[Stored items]
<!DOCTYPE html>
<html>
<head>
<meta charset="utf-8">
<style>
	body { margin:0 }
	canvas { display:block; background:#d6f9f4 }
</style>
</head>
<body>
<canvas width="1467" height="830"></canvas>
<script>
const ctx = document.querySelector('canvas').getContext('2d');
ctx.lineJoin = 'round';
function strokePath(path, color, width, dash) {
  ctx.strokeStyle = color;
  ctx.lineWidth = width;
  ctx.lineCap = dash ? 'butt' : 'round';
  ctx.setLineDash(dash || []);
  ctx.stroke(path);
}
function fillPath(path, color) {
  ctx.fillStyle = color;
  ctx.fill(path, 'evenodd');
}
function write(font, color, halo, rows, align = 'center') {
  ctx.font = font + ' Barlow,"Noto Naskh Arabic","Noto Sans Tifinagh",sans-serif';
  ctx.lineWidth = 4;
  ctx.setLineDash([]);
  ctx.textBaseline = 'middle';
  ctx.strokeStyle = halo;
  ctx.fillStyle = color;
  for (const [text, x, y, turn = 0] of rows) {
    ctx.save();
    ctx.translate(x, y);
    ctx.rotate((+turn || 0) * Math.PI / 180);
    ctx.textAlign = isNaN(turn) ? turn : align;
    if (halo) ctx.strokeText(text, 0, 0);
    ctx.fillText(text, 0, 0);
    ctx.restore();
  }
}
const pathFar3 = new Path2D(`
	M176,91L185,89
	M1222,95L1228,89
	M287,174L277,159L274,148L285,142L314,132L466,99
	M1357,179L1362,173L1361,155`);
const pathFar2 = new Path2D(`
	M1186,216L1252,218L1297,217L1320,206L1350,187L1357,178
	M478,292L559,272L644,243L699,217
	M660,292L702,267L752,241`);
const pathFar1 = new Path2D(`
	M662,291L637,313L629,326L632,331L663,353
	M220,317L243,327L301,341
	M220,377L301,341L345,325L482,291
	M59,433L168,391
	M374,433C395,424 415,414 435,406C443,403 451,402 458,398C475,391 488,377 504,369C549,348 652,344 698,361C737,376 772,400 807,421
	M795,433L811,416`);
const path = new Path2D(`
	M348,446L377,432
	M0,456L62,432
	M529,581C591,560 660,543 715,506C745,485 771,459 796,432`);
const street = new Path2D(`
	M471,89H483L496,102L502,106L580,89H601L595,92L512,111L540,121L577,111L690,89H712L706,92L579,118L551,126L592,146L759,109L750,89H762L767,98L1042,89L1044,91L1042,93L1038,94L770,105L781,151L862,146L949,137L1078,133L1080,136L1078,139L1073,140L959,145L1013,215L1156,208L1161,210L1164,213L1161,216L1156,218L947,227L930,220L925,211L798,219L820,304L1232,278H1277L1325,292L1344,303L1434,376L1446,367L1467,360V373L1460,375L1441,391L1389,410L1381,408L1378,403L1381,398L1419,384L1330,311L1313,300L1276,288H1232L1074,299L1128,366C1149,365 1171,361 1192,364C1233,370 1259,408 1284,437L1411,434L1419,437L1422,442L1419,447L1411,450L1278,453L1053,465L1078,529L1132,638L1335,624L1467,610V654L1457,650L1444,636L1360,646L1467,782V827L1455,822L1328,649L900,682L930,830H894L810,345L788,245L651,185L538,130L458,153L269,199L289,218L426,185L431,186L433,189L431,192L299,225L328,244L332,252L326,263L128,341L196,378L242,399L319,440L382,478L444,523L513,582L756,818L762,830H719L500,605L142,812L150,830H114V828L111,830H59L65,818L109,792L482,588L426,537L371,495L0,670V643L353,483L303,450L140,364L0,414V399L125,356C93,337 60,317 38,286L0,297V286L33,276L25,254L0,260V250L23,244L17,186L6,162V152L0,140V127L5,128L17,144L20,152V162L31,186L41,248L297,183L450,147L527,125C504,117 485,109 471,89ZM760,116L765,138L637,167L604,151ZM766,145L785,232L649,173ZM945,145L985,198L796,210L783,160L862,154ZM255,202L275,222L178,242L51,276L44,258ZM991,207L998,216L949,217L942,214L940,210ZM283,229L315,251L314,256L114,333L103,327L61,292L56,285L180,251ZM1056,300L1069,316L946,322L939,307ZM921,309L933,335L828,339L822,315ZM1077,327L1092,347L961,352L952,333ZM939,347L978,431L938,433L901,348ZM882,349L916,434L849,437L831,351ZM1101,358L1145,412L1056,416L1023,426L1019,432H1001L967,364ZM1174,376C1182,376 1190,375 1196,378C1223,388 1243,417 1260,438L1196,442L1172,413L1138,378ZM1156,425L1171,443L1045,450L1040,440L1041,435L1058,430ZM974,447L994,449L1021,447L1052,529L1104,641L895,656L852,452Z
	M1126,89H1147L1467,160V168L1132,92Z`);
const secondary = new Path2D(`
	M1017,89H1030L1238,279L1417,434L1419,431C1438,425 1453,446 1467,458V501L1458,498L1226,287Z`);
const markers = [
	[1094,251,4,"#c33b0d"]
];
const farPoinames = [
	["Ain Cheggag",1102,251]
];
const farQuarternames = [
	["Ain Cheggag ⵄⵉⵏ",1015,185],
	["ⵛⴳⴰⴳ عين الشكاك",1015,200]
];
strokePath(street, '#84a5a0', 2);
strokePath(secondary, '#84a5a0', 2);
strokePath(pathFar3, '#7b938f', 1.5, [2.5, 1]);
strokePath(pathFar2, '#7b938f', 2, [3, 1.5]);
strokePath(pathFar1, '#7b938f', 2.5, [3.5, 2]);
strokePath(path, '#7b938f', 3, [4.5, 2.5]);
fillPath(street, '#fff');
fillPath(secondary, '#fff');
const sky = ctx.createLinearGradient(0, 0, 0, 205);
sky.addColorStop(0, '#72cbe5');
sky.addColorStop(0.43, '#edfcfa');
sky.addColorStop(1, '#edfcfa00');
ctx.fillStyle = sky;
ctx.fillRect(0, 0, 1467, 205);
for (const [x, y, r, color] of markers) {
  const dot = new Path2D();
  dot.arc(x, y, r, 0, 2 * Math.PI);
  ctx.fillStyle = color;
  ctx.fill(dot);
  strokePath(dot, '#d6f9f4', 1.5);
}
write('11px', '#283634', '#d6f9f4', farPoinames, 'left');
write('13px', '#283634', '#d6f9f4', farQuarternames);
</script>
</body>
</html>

---

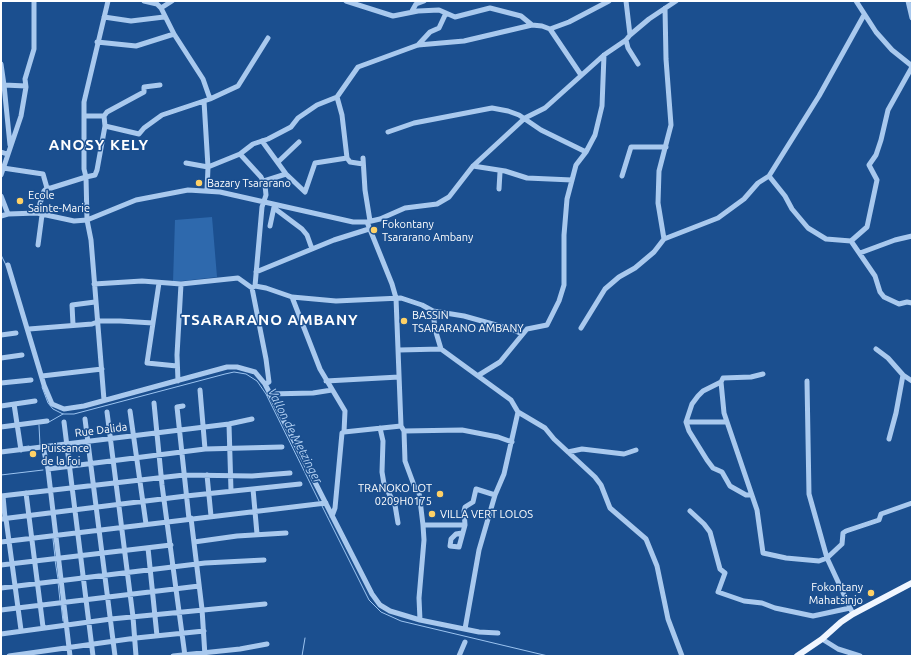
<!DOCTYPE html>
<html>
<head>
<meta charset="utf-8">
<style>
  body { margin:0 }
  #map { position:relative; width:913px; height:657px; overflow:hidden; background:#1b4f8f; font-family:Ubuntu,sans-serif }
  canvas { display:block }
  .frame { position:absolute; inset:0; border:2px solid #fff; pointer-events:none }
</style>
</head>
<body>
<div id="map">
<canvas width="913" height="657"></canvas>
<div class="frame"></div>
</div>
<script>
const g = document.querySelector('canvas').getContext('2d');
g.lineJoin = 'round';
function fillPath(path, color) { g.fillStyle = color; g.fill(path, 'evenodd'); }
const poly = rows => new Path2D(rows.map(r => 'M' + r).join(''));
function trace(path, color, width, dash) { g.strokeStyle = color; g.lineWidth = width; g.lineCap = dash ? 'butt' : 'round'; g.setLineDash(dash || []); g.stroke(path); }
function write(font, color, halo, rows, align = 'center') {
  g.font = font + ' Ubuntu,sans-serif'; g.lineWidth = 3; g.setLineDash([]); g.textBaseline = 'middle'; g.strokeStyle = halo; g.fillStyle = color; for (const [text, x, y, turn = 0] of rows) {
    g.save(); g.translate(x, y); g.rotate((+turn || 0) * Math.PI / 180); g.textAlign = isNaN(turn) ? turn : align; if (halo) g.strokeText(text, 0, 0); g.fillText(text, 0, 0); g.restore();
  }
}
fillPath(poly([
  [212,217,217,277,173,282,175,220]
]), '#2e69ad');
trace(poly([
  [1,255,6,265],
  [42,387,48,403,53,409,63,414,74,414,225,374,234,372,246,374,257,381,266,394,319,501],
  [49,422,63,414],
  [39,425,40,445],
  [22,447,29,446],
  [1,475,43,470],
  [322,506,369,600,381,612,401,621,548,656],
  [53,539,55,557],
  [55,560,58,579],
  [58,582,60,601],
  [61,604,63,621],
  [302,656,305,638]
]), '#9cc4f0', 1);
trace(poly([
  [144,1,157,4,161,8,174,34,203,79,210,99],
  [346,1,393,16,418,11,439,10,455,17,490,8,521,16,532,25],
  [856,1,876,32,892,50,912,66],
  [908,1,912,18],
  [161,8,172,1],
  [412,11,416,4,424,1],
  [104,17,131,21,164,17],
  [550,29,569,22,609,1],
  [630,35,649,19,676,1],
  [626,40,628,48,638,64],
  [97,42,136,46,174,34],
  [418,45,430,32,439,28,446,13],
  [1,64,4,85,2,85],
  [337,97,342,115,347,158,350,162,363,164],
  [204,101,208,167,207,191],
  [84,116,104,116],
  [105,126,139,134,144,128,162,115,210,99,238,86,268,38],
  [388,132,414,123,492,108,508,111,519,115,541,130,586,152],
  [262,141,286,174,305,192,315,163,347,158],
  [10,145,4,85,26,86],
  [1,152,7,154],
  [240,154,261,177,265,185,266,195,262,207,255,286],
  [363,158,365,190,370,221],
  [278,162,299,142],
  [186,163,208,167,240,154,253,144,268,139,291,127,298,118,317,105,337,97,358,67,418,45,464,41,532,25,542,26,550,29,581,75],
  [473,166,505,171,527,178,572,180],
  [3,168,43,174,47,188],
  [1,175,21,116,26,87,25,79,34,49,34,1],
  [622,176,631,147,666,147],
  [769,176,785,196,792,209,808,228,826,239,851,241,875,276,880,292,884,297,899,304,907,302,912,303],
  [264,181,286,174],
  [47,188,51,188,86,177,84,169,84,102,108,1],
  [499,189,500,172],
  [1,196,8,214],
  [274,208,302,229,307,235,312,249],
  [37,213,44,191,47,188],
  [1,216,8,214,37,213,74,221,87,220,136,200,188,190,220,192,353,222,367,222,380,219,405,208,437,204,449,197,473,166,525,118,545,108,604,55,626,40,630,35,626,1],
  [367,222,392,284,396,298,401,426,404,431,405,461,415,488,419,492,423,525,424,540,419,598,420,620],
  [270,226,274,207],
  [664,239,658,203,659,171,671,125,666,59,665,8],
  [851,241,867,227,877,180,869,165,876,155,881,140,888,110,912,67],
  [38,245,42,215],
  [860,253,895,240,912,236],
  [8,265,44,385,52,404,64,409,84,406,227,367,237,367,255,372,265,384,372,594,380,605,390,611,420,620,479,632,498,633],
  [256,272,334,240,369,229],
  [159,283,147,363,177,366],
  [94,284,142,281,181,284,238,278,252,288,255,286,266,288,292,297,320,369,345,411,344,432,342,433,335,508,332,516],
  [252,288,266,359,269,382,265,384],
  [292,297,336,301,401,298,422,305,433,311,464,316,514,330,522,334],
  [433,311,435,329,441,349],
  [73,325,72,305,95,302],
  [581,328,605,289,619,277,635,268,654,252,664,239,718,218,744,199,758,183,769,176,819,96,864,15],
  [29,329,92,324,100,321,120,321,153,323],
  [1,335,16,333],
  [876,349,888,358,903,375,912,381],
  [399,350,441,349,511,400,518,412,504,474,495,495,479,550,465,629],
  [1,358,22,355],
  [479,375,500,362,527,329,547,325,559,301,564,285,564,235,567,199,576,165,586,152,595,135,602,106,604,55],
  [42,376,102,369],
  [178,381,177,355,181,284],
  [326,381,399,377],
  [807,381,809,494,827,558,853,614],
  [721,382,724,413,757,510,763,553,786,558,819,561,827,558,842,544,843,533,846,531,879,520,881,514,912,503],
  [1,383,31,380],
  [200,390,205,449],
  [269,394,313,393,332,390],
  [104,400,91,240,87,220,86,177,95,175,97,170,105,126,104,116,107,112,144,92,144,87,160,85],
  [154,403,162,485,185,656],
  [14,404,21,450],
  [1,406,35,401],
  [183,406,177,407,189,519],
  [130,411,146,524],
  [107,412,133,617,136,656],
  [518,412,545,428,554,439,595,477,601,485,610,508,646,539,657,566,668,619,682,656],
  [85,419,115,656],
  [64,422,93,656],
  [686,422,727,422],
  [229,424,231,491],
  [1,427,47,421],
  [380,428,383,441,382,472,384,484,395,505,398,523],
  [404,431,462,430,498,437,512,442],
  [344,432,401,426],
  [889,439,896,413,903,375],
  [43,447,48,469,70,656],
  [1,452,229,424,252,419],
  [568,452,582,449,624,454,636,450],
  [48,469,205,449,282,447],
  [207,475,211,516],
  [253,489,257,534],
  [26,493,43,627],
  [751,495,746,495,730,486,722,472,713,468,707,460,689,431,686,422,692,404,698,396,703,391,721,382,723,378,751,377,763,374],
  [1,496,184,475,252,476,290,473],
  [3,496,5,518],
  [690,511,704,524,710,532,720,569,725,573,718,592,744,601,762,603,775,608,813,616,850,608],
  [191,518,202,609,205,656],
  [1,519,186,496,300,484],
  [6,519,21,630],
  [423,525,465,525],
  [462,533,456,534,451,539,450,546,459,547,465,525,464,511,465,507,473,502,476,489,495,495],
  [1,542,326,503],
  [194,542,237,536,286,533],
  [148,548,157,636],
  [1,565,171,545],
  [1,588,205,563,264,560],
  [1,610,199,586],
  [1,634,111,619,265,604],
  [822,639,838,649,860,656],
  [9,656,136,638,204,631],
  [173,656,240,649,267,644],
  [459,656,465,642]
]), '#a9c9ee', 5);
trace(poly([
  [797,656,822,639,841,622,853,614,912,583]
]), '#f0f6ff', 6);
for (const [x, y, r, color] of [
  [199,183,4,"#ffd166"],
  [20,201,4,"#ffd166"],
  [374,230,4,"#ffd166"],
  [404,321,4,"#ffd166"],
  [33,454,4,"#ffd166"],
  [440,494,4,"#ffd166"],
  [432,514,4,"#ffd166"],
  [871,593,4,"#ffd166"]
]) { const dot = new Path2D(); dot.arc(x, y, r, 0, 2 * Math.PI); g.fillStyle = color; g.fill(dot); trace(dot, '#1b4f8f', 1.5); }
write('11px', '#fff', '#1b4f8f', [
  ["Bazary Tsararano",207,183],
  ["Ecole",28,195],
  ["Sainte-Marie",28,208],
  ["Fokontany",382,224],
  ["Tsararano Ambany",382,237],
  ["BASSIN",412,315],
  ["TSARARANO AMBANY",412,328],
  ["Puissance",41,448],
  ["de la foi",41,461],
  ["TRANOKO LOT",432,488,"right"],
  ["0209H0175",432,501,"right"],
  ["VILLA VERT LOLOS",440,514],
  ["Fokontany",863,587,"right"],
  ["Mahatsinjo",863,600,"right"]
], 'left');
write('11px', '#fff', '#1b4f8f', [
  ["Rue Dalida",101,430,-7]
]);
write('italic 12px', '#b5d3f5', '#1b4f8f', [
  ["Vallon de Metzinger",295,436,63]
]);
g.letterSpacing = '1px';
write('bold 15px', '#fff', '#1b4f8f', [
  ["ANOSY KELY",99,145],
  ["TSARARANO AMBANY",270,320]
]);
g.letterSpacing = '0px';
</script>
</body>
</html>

---

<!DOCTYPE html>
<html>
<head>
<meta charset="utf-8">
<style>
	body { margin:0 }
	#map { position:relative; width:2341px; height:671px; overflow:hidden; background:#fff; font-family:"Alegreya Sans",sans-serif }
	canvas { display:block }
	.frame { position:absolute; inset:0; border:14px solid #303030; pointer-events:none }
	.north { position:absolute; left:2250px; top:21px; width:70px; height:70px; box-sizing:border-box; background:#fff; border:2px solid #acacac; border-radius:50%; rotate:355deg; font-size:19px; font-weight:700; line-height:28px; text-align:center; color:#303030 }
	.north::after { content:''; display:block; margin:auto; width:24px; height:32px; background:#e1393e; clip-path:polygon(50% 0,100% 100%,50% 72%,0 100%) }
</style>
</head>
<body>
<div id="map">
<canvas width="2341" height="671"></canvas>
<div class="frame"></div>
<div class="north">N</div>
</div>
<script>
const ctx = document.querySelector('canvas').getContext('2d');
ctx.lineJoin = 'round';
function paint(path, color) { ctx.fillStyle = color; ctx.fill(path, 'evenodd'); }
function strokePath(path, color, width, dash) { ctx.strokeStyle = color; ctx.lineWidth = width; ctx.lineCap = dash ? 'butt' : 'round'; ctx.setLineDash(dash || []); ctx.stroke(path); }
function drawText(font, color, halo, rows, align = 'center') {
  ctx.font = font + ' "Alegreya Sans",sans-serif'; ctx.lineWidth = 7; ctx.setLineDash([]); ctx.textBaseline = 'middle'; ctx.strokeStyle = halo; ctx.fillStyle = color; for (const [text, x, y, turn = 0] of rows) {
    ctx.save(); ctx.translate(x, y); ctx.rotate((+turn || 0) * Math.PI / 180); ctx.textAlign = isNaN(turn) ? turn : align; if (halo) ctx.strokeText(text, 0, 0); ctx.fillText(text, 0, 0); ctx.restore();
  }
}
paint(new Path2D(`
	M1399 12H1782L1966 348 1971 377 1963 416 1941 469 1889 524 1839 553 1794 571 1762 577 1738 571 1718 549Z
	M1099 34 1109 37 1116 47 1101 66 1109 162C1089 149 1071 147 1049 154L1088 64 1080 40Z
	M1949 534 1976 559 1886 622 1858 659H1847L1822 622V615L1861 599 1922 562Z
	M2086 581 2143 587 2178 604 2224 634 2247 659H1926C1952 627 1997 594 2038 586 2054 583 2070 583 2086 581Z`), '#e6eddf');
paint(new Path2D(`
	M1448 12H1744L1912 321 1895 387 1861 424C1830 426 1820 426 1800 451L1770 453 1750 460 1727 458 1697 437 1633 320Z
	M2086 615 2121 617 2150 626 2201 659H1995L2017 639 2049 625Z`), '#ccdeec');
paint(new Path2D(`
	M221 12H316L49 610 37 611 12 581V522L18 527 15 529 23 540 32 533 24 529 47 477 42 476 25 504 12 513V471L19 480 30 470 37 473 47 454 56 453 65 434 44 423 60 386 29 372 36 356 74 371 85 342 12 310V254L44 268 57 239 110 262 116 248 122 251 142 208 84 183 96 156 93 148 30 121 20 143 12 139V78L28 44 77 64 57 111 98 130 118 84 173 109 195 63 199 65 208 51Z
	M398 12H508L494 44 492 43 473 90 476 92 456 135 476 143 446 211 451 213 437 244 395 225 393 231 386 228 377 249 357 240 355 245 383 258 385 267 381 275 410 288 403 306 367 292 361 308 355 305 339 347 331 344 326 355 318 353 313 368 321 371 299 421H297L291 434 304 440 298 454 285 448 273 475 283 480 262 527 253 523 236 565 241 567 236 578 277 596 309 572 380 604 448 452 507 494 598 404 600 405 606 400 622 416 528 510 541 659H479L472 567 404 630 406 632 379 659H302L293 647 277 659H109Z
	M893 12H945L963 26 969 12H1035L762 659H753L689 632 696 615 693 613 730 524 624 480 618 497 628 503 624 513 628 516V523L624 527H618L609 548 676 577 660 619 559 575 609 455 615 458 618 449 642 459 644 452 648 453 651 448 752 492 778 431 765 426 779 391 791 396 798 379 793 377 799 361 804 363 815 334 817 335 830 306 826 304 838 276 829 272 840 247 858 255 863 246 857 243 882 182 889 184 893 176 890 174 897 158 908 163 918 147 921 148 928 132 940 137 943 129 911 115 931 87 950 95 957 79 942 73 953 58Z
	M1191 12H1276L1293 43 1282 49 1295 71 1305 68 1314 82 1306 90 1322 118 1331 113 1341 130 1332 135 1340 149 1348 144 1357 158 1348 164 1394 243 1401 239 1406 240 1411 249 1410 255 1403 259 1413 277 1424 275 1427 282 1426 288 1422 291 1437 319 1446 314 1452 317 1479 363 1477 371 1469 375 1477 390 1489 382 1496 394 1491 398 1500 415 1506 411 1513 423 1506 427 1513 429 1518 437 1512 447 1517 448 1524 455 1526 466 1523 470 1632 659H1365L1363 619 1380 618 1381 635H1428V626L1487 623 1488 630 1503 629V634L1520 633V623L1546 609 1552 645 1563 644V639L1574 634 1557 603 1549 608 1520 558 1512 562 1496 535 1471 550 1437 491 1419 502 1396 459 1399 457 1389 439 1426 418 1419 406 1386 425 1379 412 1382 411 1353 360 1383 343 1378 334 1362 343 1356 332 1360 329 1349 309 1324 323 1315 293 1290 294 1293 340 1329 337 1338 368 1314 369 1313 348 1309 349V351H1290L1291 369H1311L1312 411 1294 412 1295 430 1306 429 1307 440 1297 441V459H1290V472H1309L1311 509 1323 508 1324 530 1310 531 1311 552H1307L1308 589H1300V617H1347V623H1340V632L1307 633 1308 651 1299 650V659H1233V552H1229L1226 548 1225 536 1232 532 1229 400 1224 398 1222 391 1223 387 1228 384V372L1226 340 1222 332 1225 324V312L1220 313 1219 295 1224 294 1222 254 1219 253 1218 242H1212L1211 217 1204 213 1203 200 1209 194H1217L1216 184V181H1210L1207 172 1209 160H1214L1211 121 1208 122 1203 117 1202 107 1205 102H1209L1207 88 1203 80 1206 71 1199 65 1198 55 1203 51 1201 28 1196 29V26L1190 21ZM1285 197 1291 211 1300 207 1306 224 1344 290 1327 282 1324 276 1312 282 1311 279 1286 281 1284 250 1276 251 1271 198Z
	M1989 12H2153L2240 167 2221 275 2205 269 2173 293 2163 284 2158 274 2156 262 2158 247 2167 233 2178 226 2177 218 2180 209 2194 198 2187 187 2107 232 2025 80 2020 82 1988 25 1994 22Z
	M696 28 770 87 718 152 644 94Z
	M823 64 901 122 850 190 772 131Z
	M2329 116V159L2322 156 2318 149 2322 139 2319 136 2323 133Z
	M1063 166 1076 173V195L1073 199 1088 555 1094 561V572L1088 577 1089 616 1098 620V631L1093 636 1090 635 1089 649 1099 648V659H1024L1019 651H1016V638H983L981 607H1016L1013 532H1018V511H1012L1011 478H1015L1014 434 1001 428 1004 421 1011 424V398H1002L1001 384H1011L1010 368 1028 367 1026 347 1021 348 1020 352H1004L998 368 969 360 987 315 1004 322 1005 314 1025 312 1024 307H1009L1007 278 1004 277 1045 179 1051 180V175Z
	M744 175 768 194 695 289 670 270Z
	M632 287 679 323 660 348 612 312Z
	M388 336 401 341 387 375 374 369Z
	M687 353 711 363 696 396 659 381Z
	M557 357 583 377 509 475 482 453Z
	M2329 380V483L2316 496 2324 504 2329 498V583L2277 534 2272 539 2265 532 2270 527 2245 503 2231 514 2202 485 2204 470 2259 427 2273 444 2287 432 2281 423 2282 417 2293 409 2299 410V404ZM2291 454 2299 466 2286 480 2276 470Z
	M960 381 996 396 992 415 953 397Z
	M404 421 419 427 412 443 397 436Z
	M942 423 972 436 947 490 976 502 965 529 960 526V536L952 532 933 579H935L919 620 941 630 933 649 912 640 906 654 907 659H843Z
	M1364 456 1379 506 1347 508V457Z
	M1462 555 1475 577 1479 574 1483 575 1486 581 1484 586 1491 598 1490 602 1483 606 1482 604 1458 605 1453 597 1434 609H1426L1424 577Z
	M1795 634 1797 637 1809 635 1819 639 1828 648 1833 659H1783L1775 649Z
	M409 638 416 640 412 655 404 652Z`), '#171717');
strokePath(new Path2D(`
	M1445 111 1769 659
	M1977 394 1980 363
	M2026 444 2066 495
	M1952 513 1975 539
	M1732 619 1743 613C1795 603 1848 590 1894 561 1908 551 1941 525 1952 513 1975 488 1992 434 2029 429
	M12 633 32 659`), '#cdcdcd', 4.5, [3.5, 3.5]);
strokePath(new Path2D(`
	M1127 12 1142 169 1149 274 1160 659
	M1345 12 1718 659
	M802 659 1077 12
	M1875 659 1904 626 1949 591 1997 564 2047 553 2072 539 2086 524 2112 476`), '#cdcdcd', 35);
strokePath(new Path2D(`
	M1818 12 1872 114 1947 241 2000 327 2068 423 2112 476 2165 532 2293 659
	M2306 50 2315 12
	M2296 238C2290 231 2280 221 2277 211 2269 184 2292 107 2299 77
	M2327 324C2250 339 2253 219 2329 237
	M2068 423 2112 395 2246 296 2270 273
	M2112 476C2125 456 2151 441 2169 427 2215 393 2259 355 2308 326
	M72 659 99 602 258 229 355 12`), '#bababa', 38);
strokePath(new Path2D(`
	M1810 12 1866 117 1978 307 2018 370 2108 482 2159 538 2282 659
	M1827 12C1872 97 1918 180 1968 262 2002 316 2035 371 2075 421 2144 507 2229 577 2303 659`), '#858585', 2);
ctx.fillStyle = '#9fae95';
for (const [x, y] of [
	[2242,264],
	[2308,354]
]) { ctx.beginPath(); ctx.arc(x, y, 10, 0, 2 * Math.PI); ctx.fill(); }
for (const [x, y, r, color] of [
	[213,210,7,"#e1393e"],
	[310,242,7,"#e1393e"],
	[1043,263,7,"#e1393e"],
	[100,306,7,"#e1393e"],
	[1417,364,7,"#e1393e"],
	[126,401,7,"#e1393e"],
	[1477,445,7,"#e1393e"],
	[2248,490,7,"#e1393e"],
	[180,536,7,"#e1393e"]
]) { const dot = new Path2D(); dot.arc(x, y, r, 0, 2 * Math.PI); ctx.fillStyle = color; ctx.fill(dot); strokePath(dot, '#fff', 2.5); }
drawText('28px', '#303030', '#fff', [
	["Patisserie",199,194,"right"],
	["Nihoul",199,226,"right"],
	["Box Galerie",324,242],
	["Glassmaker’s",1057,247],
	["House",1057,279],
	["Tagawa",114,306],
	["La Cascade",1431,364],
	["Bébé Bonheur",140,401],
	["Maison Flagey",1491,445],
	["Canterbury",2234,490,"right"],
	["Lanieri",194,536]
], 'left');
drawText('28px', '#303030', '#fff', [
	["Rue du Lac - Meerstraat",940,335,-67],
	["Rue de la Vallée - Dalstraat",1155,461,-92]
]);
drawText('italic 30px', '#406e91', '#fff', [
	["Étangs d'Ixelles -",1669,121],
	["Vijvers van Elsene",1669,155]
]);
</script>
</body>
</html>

**Task requirements**. Tell how many lines of the data above contain the word "save", giving the number by itself.

**Output of the task**. 3